The cosmological argument falls apart when it claims that everything requires a cause, but then claims that an infinite causal regress is impossible. If everything requires a cause, then an infinite causal regress is required. Of course, the argument really falls apart once we get back to the Big Bang, because time didn't begin until after that expansion, meaning that the pre-universe singularity was, by definition, eternal. And if the notion of an eternal god can be acceptable, then the notion of an eternal universe must be as well.

I'd never heard the transcendental argument before, but it falls apart as soon as it makes the claim that knowledge, logic, morals, and science are not possible without a god, because it does not support that claim. Why are knowledge, logic, morality, or science not possible with a deity?

The ontological argument almost always falls apart in its first claim because it never supports that claim. The claim that "God is that than which nothing greater can be conceived," for example, is both unsubstantiated, and not necessarily true (I can claim, for example, that I have conceived of a pooferdoodle, which is greater than God).
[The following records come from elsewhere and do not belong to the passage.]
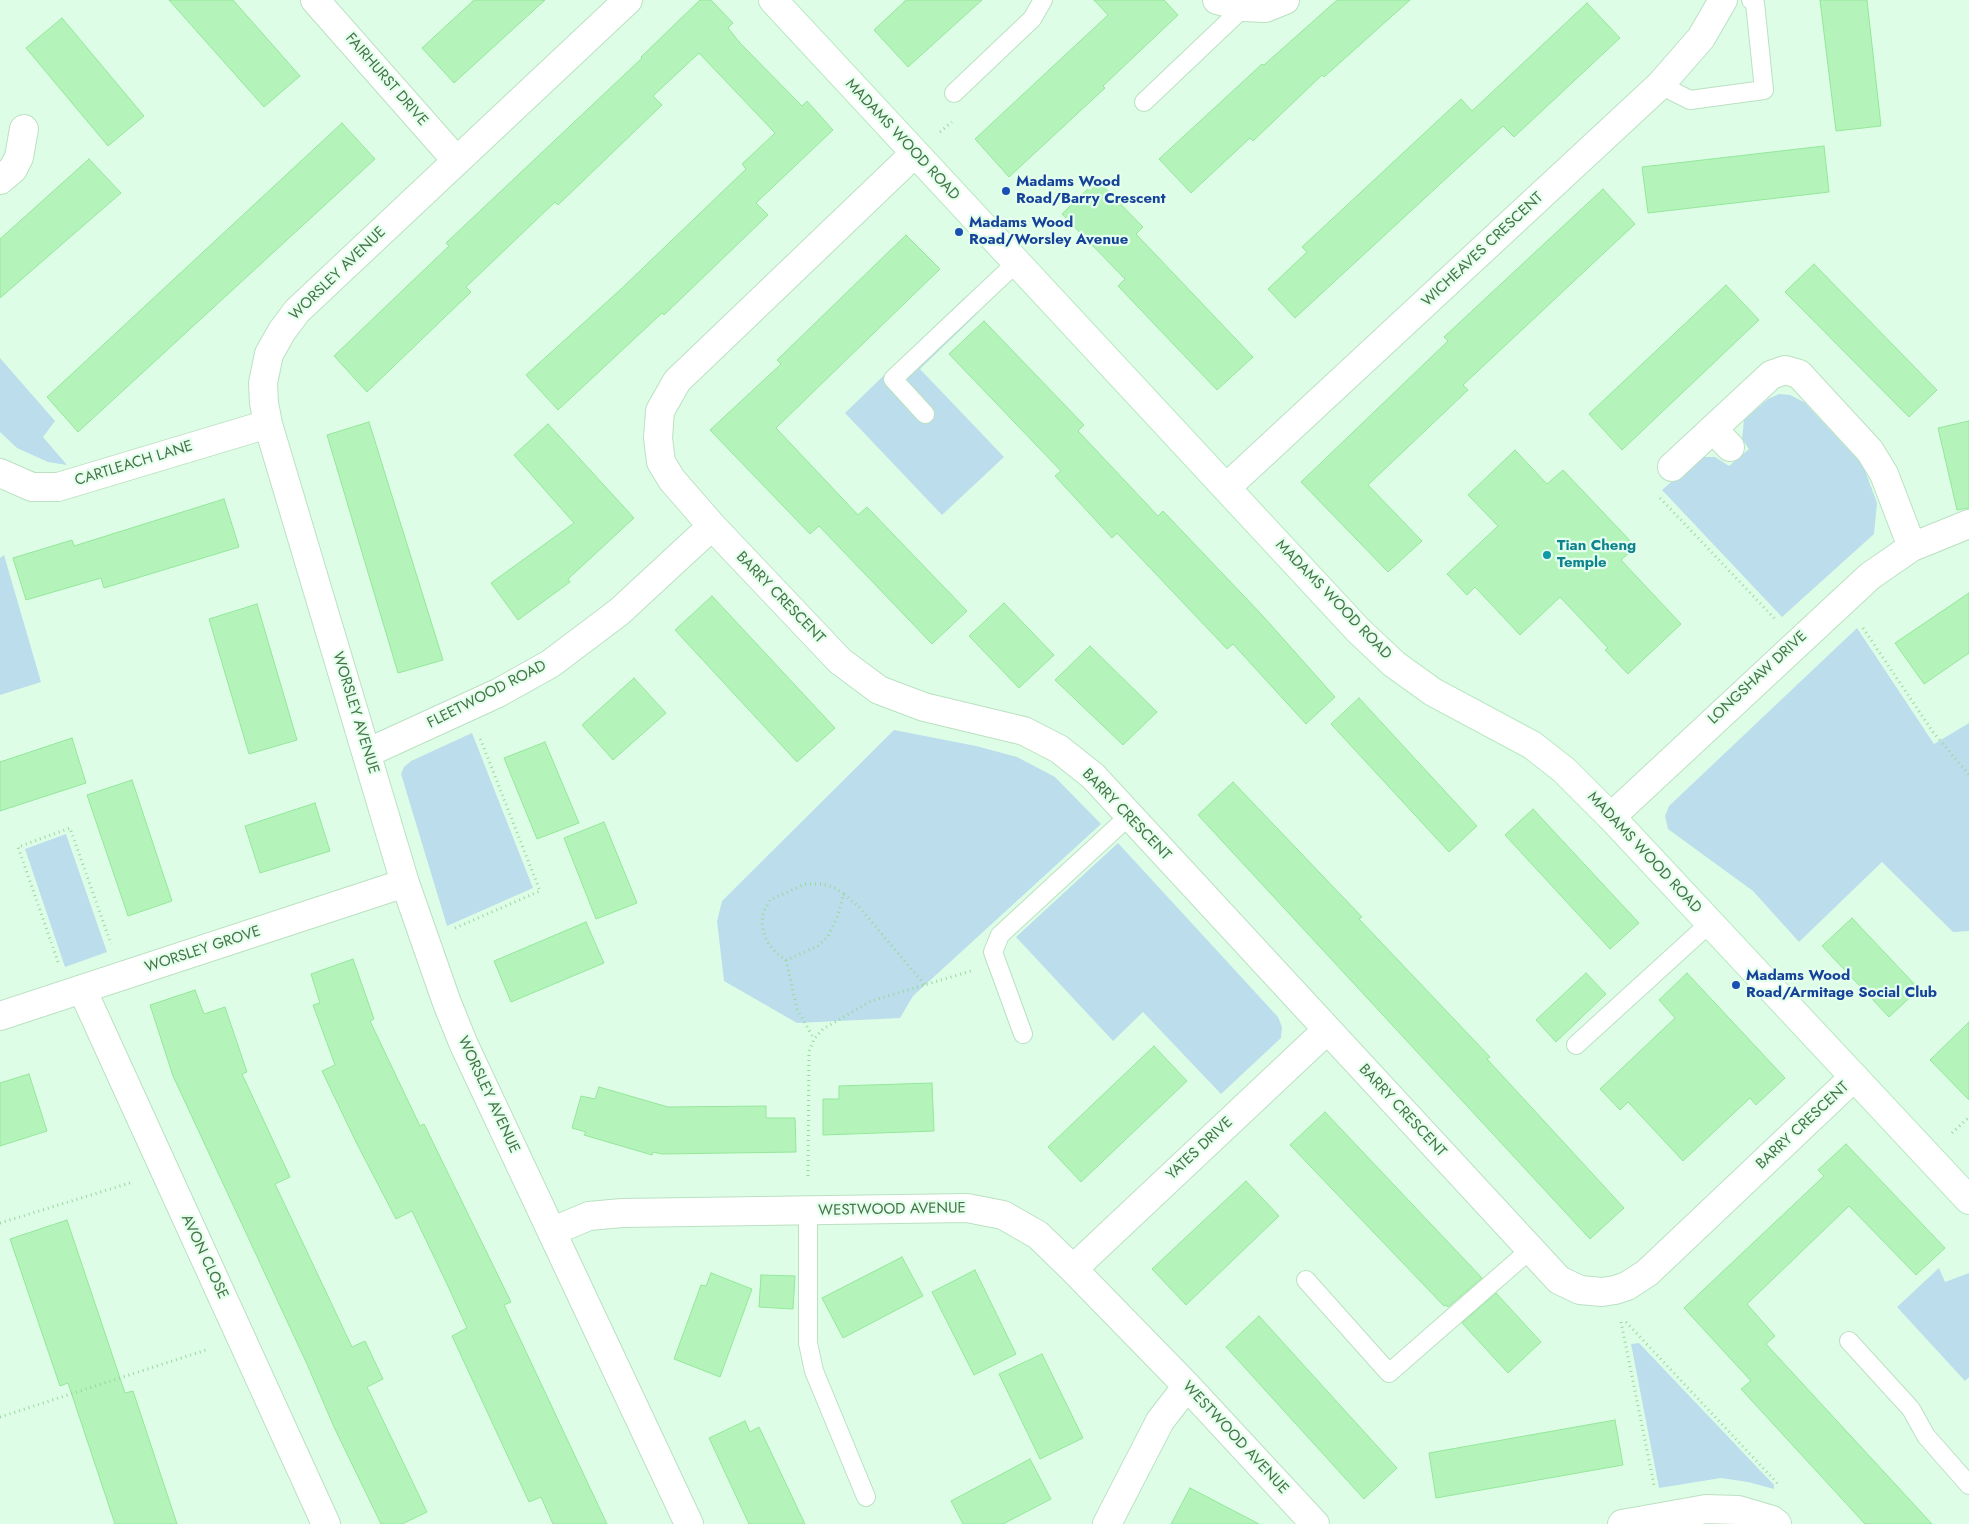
<!DOCTYPE html>
<style>
body{margin:0}
canvas{display:block;background:#defde7}
</style>
<canvas width="1969" height="1524"></canvas>
<script>
const context = document.querySelector('canvas').getContext('2d');
context.lineJoin = 'round';
function paint(path, color) {
  context.fillStyle = color;
  context.fill(path, 'evenodd');
}
function shape(rows) {
  const path = new Path2D();
  for (const r of rows) {
    path.moveTo(r[0], r[1]);
    for (let i = 2; i < r.length; i += 2) path.lineTo(r[i], r[i + 1]);
  }
  return path;
}
function strokePath(path, color, width, dash) {
  context.strokeStyle = color;
  context.lineWidth = width;
  context.lineCap = dash ? 'butt' : 'round';
  context.setLineDash(dash || []);
  context.stroke(path);
}
function write(font, color, halo, rows, align = 'center') {
  context.font = font + ' Jost,sans-serif';
  context.lineWidth = 4.5;
  context.setLineDash([]);
  context.textBaseline = 'middle';
  context.strokeStyle = halo;
  context.fillStyle = color;
  for (const [text, x, y, turn = 0] of rows) {
    context.save();
    context.translate(x, y);
    context.rotate((+turn || 0) * Math.PI / 180);
    context.textAlign = isNaN(turn) ? turn : align;
    if (halo) context.strokeText(text, 0, 0);
    context.fillText(text, 0, 0);
    context.restore();
  }
}
paint(shape([
 [964,298,979,312,920,369,1004,457,942,515,845,413],
 [0,358,55,421,43,437,67,465,48,462,17,448,0,432],
 [1779,394,1790,395,1804,402,1863,465,1877,503,1874,534,1782,617,1662,490,1693,463,1704,457,1715,457,1729,466,1749,449,1742,439,1744,420,1768,399],
 [4,555,41,682,0,695,0,558],
 [1857,628,1934,744,1969,723,1969,931,1953,932,1882,862,1799,942,1753,891,1668,829,1665,816,1669,806],
 [894,730,976,746,1017,757,1055,777,1101,824,913,996,900,1018,797,1023,724,981,717,921,722,901],
 [472,733,533,888,447,926,401,774,404,767,411,761],
 [66,834,107,952,65,967,25,849],
 [1118,843,1278,1017,1282,1027,1281,1038,1221,1094,1143,1012,1113,1041,1016,937],
 [1939,1268,1945,1282,1969,1273,1969,1377,1965,1381,1897,1307],
 [1639,1343,1774,1485,1774,1489,1748,1482,1721,1478,1659,1488,1631,1344]
]), '#bcddeb');
const building = shape([
 [169,0,233,0,300,76,264,107,169,0],
 [474,0,545,0,454,83,422,48,474,0],
 [700,0,711,0,733,23,728,28,740,43,802,106,807,101,833,130,756,203,768,215,664,315,662,313,558,410,526,375,620,290,746,169,742,164,775,133,699,53,653,96,662,105,558,205,555,202,466,287,471,292,367,392,334,356,449,246,446,243,642,58,641,57,700,0],
 [906,0,982,0,908,67,874,30,906,0],
 [1094,0,1164,0,1178,15,1103,86,1105,88,1009,177,975,139,1108,15,1094,0],
 [1337,0,1410,0,1324,77,1322,75,1253,141,1250,138,1191,193,1159,159,1262,64,1264,65,1337,0],
 [1820,0,1867,0,1881,126,1836,131,1820,0],
 [1587,3,1620,38,1514,137,1503,126,1295,318,1268,289,1307,252,1302,247,1461,99,1472,111,1587,3],
 [62,18,144,116,108,146,26,48,62,18],
 [342,123,375,159,78,432,47,397,342,123],
 [1824,146,1829,192,1648,213,1642,167,1824,146],
 [89,159,121,193,0,298,0,239,89,159],
 [1097,180,1143,227,1136,234,1253,357,1217,390,1118,286,1125,279,1062,214,1097,180],
 [1603,189,1635,224,1463,385,1468,390,1368,485,1422,541,1388,572,1301,482,1448,341,1444,337,1603,189],
 [906,235,940,269,776,428,858,515,867,507,967,611,932,644,819,526,810,534,710,430,781,364,777,360,906,235],
 [1814,264,1937,390,1909,417,1785,292,1814,264],
 [1726,285,1759,320,1622,450,1589,414,1726,285],
 [984,321,1084,425,1078,431,1158,516,1163,511,1262,615,1335,697,1306,724,1233,644,1227,649,1117,533,1112,538,1055,476,1061,471,949,354,984,321],
 [1969,421,1969,508,1957,510,1938,428,1969,421],
 [369,422,443,660,398,673,327,435,369,422],
 [548,424,634,518,568,579,570,582,518,620,491,583,574,523,514,455,548,424],
 [1515,450,1547,484,1563,470,1636,547,1621,560,1681,624,1628,674,1605,650,1608,648,1560,597,1520,635,1475,587,1467,595,1447,574,1498,526,1468,495,1515,450],
 [224,499,239,547,104,588,101,578,26,600,13,558,72,540,74,546,224,499],
 [1969,593,1969,653,1924,684,1895,643,1969,593],
 [712,596,835,728,797,762,675,630,712,596],
 [1004,603,1054,655,1019,688,969,636,1004,603],
 [257,604,297,740,249,754,209,619,257,604],
 [1090,646,1157,712,1123,745,1055,680,1090,646],
 [634,678,666,713,613,760,582,725,634,678],
 [1359,698,1477,826,1449,852,1331,724,1359,698],
 [72,738,86,783,0,811,0,762,72,738],
 [545,742,579,823,537,839,504,758,545,742],
 [132,780,172,901,128,916,87,795,132,780],
 [1233,782,1362,917,1359,919,1490,1057,1487,1059,1624,1208,1590,1239,1198,815,1233,782],
 [315,803,330,851,260,873,245,826,315,803],
 [1533,809,1639,923,1610,949,1505,835,1533,809],
 [604,822,637,903,596,919,564,838,604,822],
 [1852,918,1919,989,1889,1017,1822,946,1852,918],
 [586,922,604,963,511,1002,494,961,586,922],
 [353,959,374,1019,370,1021,420,1126,424,1124,511,1302,504,1305,607,1524,553,1524,541,1497,529,1502,452,1336,467,1328,446,1282,412,1211,396,1219,356,1142,322,1071,335,1065,313,1005,320,1003,311,974,353,959],
 [1586,973,1606,994,1556,1042,1536,1020,1586,973],
 [1687,973,1785,1078,1756,1105,1750,1098,1683,1161,1628,1102,1620,1110,1600,1089,1675,1018,1659,1000,1687,973],
 [195,990,204,1014,225,1007,247,1072,242,1074,290,1177,275,1184,352,1347,365,1341,383,1379,367,1387,427,1512,402,1524,381,1524,334,1427,307,1364,173,1076,150,1005,195,990],
 [1969,1022,1969,1100,1930,1060,1969,1022],
 [1154,1046,1187,1081,1081,1182,1048,1147,1154,1046],
 [29,1074,47,1131,0,1146,0,1083,29,1074],
 [932,1083,934,1131,823,1135,823,1099,839,1099,839,1086,932,1083],
 [599,1087,668,1107,766,1106,766,1118,795,1118,796,1152,662,1154,653,1152,652,1155,584,1135,586,1132,572,1128,581,1096,595,1099,599,1087],
 [1325,1112,1482,1278,1448,1307,1446,1305,1444,1306,1290,1145,1325,1112],
 [1846,1144,1945,1248,1916,1275,1849,1206,1747,1304,1775,1336,1766,1344,1932,1524,1865,1524,1741,1389,1751,1381,1684,1308,1824,1176,1818,1170,1846,1144],
 [1246,1181,1279,1216,1186,1305,1152,1269,1246,1181],
 [67,1220,125,1393,133,1391,177,1524,115,1524,68,1383,60,1386,10,1239,67,1220],
 [902,1257,923,1296,843,1338,822,1298,902,1257],
 [975,1270,1016,1354,974,1375,932,1292,975,1270],
 [711,1273,752,1289,720,1377,674,1359,701,1285,706,1286,711,1273],
 [761,1275,795,1276,793,1309,759,1307,761,1275],
 [1496,1293,1541,1342,1508,1373,1462,1323,1496,1293],
 [1259,1316,1397,1468,1364,1499,1226,1347,1259,1316],
 [1042,1354,1083,1438,1040,1459,999,1374,1042,1354],
 [1615,1420,1623,1465,1436,1498,1429,1453,1615,1420],
 [745,1421,750,1432,759,1427,805,1524,749,1524,709,1438,745,1421],
 [1030,1459,1051,1499,1003,1524,963,1524,951,1501,1030,1459],
 [1190,1488,1259,1524,1171,1524,1190,1488]
]);
paint(building, '#b4f4ba');
strokePath(building, '#94e79a', 1);
const lane = shape([
 [1660,85,1690,100,1764,90,1755,3,1751,0],
 [954,93,1032,19,1043,0],
 [1144,102,1244,7],
 [925,414,893,379,1016,263],
 [1023,1034,993,952,1000,935,1129,816],
 [1576,1045,1710,923],
 [808,1211,808,1343,814,1371,866,1497],
 [1306,1280,1389,1373,1531,1249],
 [1849,1341,1911,1409,1926,1436,1969,1485]
]);
const street = shape([
 [315,0,456,160],
 [628,0,297,311,282,331,269,354,263,383,264,403,268,424,405,883,447,1003,464,1045,689,1524],
 [1217,0,1244,7,1265,8,1285,0],
 [914,154,677,381,660,411,658,438,661,462,672,480,712,526,840,661,879,690,924,707,1024,731,1059,749,1093,776,1559,1280,1580,1290,1602,1292,1615,1290,1627,1286,1647,1273,1854,1077],
 [0,180,13,169,19,157,24,129],
 [1713,429,1730,447],
 [1672,467,1771,375,1785,370,1799,374,1870,451,1884,474,1912,547],
 [0,473,32,487,58,487,268,424],
 [1227,487,1660,85,1701,38,1723,0],
 [367,753,498,693,550,664,619,612,712,526],
 [1611,817,1870,576,1912,547,1969,524],
 [82,989,326,1524],
 [0,1016,405,883],
 [553,1231,589,1216,622,1213,967,1208,1003,1215,1038,1235,1073,1269,1187,1386,1315,1524],
 [1073,1269,1327,1030],
 [1107,1524,1160,1421,1187,1386],
 [1622,1524,1706,1509,1738,1510,1772,1520,1777,1524]
]);
const secondary = shape([
 [773,0,1358,630,1394,664,1433,692,1532,745,1564,770,1611,817,1969,1200]
]);
strokePath(lane, '#bae1c1', 20);
strokePath(street, '#bae1c1', 30);
strokePath(secondary, '#b9e9c1', 30);
strokePath(shape([
 [940,132,952,122],
 [1660,498,1775,619],
 [1863,628,1933,732,1969,775],
 [805,884,822,884,833,887,844,894,837,917,828,936,818,946,786,960,776,953,766,940,762,925,763,913,770,900,805,884],
 [844,894,859,907,925,985],
 [455,928,540,891,480,738],
 [786,960,797,1009,814,1039],
 [58,962,18,847,70,828,111,944],
 [1952,1133,1969,1117],
 [808,1176,809,1052,814,1039,823,1029,871,1001,971,971],
 [0,1223,133,1182],
 [1621,1322,1654,1485],
 [1626,1322,1779,1485],
 [0,1417,209,1349]
]), '#98d89d', 3, [1, 4]);
strokePath(lane, '#fff', 18);
strokePath(street, '#fff', 28);
strokePath(secondary, '#fff', 28);
for (const [x, y, r, color] of [
 [1006,191,5,"#1a4fb4"],
 [959,232,5,"#1a4fb4"],
 [1547,555,5,"#0f9aa8"],
 [1736,985,5,"#1a4fb4"]
]) {
  const dot = new Path2D();
  dot.arc(x, y, r, 0, 2 * Math.PI);
  context.fillStyle = color;
  context.fill(dot);
  strokePath(dot, '#e5ffed', 2);
}
write('15px', '#457448', '#e5ffed', [
 ["FAIRHURST DRIVE",386,80,49],
 ["MADAMS WOOD ROAD",902,140,47],
 ["WICHEAVES CRESCENT",1483,250,-43],
 ["WORSLEY AVENUE",338,274,-44],
 ["CARTLEACH LANE",134,464,-17],
 ["BARRY CRESCENT",780,598,46],
 ["MADAMS WOOD ROAD",1333,600,46],
 ["LONGSHAW DRIVE",1758,678,-43],
 ["FLEETWOOD ROAD",487,695,-27],
 ["WORSLEY AVENUE",355,713,73],
 ["BARRY CRESCENT",1126,815,46],
 ["MADAMS WOOD ROAD",1644,853,47],
 ["WORSLEY GROVE",203,950,-18],
 ["WORSLEY AVENUE",488,1095,65],
 ["BARRY CRESCENT",1402,1111,47],
 ["BARRY CRESCENT",1803,1126,-43],
 ["YATES DRIVE",1200,1149,-43],
 ["WESTWOOD AVENUE",892,1210,-1],
 ["AVON CLOSE",204,1257,65],
 ["WESTWOOD AVENUE",1235,1438,47]
]);
write('bold 15px', '#164399', '#e5ffed', [
 ["Madams Wood",1016,182],
 ["Road/Barry Crescent",1016,199],
 ["Madams Wood",969,223],
 ["Road/Worsley Avenue",969,240],
 ["Madams Wood",1746,976],
 ["Road/Armitage Social Club",1746,993]
], 'left');
write('bold 15px', '#0d838f', '#e5ffed', [
 ["Tian Cheng",1557,546],
 ["Temple",1557,563]
], 'left');
</script>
Further, a being cannot be defined into existence, which becomes clear when one replaces the word "god" in the ontological argument with another word, such as pooferdoodle.
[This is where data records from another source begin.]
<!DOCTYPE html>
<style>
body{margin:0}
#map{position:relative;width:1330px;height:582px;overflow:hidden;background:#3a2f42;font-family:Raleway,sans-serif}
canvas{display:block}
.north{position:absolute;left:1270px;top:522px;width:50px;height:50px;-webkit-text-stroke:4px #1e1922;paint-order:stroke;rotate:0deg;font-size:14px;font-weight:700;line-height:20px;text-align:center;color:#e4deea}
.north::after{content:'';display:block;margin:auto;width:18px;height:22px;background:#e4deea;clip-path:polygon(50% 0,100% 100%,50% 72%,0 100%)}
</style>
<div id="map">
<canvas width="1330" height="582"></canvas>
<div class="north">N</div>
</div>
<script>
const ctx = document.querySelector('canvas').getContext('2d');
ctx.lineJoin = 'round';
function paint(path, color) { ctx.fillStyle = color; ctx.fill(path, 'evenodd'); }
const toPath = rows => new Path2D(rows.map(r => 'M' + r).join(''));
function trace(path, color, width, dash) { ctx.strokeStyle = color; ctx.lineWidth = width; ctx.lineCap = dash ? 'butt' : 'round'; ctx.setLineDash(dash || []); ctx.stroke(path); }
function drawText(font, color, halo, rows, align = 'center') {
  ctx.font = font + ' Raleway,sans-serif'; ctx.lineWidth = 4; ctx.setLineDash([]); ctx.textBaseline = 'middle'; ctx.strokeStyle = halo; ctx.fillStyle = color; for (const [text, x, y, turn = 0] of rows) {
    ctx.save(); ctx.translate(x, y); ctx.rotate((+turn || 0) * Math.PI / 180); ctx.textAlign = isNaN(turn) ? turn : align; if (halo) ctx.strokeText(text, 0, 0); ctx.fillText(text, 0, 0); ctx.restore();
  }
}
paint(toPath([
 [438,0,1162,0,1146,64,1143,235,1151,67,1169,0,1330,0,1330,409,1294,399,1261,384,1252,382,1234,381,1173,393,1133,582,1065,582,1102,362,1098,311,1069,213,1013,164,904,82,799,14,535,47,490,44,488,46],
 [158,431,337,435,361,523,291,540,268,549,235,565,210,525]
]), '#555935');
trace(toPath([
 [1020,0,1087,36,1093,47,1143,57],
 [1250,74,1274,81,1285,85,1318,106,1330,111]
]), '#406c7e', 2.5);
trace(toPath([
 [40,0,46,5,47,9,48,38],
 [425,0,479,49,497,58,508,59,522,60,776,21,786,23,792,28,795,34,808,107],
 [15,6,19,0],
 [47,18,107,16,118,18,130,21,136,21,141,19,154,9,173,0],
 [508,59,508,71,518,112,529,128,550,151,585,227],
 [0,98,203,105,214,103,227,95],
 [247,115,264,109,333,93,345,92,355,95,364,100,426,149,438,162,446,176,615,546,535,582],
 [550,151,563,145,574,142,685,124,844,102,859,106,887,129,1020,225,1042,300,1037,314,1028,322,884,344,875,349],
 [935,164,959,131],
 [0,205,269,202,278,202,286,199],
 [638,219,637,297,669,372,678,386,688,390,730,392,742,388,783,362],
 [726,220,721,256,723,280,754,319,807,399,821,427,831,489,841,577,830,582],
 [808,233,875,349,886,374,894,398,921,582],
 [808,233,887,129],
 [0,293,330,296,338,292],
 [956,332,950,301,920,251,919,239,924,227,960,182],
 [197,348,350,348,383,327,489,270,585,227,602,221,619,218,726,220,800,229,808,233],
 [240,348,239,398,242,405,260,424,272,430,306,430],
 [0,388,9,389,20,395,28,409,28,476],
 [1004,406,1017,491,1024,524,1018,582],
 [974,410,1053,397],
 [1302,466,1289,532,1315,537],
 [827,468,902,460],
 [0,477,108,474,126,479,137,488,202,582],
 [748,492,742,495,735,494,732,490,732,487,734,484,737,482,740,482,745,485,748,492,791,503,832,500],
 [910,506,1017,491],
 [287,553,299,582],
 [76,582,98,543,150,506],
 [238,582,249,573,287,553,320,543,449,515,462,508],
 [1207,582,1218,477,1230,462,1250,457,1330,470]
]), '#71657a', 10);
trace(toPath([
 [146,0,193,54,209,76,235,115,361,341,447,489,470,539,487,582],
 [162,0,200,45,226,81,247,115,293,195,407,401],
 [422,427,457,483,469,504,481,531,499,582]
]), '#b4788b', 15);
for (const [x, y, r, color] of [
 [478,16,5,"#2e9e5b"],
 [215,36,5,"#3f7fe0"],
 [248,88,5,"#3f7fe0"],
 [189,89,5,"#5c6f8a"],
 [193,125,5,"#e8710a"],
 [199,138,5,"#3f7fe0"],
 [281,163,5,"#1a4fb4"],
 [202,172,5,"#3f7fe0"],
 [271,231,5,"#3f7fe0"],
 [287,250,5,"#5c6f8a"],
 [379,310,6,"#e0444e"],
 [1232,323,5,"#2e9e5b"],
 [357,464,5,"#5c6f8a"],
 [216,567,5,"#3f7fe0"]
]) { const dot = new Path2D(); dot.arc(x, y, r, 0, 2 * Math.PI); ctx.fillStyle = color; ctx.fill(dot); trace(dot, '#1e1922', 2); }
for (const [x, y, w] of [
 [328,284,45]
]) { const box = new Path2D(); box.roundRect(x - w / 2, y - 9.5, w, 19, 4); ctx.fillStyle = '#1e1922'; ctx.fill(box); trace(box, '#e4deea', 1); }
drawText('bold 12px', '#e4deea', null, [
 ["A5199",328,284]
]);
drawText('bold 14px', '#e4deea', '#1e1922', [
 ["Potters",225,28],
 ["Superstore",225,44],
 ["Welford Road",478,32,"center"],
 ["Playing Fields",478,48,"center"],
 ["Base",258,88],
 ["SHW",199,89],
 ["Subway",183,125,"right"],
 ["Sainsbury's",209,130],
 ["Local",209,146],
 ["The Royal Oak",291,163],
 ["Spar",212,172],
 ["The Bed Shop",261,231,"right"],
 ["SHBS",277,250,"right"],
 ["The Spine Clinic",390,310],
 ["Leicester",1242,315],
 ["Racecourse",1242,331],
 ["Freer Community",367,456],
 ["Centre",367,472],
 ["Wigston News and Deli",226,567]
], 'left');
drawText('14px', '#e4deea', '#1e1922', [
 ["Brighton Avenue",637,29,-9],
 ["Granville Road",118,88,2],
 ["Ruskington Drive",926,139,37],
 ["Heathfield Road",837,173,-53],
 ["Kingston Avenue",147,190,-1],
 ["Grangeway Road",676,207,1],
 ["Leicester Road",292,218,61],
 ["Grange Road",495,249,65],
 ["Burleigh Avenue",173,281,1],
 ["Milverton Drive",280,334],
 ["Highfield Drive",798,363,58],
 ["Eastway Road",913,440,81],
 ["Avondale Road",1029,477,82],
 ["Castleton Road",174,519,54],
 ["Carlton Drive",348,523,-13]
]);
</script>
The design argument is particularly offensive. Let us imagine, say, a pothole in a road, and let us imagine that a storm hits and the pothole fills with rainwater. The drops of rainwater in the puddle fit into the crags and crevices of the pothole perfectly. Is it reasonable to claim, then, that the pothole was designed by a creator specifically to hold exactly those drops of water? Of course not: the rainwater molded to the contours of the pothole. By analogy, life is the rainwater, and the Earth is the pothole. Life evolved to exist in the environments that existed on the Earth, which is why we are so well-suited to our environments. If we weren't suited them, we simply would have survived.

The resurrection argument is absurd, of course, because it supposes that a myth is historically true. The story of the resurrection is no more historical than the trials of Hercules. There is no evidence that an actual resurrection actually happened.

atheist (n): one who remains unconvinced.